For the material below, count the lines containing "linecap" and reply with the number alone.

◆ ◆ ◆ ◆ ◆ ◆ ◆

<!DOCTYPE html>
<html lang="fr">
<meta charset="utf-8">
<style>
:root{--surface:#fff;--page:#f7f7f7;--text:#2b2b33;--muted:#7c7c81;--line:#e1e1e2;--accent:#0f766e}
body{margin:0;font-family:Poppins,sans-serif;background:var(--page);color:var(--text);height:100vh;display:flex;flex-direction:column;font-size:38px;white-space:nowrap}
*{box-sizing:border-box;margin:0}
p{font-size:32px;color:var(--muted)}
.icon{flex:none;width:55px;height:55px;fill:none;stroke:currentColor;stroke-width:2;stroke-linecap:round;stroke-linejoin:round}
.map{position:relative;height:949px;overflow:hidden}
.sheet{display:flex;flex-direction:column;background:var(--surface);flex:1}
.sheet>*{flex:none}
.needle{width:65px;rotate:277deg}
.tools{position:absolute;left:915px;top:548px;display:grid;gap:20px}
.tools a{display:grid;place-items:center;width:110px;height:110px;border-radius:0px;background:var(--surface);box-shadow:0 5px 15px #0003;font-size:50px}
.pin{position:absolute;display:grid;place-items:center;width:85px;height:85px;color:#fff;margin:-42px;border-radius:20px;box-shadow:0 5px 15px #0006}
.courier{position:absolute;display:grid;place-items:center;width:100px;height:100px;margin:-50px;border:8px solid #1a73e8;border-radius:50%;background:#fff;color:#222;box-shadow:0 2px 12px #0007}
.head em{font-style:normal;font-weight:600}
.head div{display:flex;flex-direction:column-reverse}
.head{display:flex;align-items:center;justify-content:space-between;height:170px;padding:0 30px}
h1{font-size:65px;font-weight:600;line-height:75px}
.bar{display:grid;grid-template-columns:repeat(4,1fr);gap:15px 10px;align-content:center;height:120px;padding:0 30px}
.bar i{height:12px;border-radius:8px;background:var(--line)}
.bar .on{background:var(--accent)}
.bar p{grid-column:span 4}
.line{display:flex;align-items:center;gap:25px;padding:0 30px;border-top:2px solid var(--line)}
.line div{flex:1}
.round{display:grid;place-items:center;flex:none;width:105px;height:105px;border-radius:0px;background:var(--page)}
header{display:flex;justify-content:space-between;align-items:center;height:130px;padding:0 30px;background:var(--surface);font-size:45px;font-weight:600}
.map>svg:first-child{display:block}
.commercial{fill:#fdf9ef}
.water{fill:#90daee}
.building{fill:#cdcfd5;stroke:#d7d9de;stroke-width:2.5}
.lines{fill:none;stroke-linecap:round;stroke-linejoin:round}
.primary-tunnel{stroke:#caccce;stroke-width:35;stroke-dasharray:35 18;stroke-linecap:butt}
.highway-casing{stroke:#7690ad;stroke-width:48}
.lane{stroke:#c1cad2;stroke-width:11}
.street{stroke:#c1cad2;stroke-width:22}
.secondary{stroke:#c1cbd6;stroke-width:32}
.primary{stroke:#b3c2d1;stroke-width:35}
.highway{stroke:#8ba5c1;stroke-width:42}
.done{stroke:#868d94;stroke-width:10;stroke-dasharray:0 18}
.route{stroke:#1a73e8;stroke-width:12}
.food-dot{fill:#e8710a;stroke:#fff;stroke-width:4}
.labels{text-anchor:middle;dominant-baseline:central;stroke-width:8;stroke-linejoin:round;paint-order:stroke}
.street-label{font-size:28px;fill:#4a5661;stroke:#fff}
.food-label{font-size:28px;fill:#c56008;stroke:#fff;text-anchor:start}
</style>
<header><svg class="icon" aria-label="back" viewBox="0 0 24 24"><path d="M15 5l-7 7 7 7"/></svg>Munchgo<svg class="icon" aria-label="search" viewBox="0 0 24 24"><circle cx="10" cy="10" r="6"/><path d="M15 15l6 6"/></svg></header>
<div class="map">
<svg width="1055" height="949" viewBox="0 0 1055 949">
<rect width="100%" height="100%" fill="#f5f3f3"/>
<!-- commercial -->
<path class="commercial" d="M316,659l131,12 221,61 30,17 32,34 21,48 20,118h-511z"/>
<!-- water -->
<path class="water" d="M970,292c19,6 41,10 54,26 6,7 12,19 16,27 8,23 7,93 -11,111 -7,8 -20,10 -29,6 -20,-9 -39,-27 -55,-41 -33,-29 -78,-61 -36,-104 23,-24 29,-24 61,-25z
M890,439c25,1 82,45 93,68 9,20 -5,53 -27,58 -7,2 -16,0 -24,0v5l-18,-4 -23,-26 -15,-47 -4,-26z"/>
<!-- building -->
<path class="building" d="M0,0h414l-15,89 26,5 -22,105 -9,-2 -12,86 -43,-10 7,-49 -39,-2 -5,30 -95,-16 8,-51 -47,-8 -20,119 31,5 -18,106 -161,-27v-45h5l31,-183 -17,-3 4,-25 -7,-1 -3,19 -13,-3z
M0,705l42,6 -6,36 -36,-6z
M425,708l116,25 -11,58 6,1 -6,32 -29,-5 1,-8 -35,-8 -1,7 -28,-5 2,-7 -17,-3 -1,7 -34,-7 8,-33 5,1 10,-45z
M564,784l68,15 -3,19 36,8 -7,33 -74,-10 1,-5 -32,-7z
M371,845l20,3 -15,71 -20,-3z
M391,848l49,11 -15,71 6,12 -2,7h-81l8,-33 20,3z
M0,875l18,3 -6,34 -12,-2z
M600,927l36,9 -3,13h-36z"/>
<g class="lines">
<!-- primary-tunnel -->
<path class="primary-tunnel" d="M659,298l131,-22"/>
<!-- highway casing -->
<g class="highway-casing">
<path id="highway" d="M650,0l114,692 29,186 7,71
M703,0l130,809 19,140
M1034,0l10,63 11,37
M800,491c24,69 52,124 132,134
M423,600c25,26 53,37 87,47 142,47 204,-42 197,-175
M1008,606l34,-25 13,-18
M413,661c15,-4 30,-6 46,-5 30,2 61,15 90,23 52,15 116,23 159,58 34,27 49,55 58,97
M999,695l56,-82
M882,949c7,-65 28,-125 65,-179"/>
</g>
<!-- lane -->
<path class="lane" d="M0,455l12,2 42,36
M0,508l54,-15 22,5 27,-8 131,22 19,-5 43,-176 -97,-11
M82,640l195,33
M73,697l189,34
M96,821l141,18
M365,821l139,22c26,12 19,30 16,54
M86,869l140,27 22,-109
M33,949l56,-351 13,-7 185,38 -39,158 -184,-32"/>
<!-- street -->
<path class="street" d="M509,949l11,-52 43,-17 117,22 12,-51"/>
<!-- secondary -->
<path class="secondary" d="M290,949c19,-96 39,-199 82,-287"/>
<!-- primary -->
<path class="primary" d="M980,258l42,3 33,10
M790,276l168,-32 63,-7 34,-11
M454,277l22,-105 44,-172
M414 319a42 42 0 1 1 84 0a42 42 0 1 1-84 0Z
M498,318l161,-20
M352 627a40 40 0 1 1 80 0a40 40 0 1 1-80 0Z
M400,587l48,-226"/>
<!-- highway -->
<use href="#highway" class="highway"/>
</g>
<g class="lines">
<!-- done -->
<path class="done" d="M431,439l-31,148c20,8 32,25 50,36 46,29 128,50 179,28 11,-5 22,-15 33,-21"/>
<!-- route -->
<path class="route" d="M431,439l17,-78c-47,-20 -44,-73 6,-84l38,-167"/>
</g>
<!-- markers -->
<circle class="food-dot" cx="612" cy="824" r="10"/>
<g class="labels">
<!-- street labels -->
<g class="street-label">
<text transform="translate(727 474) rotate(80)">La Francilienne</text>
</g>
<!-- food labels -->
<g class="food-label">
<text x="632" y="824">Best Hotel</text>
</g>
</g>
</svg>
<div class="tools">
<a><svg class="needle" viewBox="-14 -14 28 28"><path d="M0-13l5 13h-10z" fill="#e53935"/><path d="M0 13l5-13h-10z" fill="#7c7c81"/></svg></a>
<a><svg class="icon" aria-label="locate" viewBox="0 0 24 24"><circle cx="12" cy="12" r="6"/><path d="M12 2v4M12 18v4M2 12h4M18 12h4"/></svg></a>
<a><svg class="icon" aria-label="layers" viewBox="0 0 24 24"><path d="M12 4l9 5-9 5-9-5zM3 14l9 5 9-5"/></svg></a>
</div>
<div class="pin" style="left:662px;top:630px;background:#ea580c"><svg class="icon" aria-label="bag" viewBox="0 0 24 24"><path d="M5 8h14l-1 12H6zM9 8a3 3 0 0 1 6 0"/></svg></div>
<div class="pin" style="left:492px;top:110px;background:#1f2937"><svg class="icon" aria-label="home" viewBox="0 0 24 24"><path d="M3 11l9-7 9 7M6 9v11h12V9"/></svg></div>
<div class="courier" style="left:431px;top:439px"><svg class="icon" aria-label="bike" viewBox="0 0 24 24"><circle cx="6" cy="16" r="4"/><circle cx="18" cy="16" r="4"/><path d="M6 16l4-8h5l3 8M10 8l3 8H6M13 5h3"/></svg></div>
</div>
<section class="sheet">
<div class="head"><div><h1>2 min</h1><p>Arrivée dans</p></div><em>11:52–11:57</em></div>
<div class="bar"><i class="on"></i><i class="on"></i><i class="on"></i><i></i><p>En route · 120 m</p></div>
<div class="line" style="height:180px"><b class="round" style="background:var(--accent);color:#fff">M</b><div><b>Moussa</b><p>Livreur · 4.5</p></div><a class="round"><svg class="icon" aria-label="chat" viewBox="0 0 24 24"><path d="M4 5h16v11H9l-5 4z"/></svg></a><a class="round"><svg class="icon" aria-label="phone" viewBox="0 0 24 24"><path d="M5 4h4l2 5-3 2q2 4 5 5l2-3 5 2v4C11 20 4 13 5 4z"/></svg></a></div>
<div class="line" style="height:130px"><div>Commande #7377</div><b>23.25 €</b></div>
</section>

◆ ◆ ◆ ◆ ◆ ◆ ◆

» Reply:
3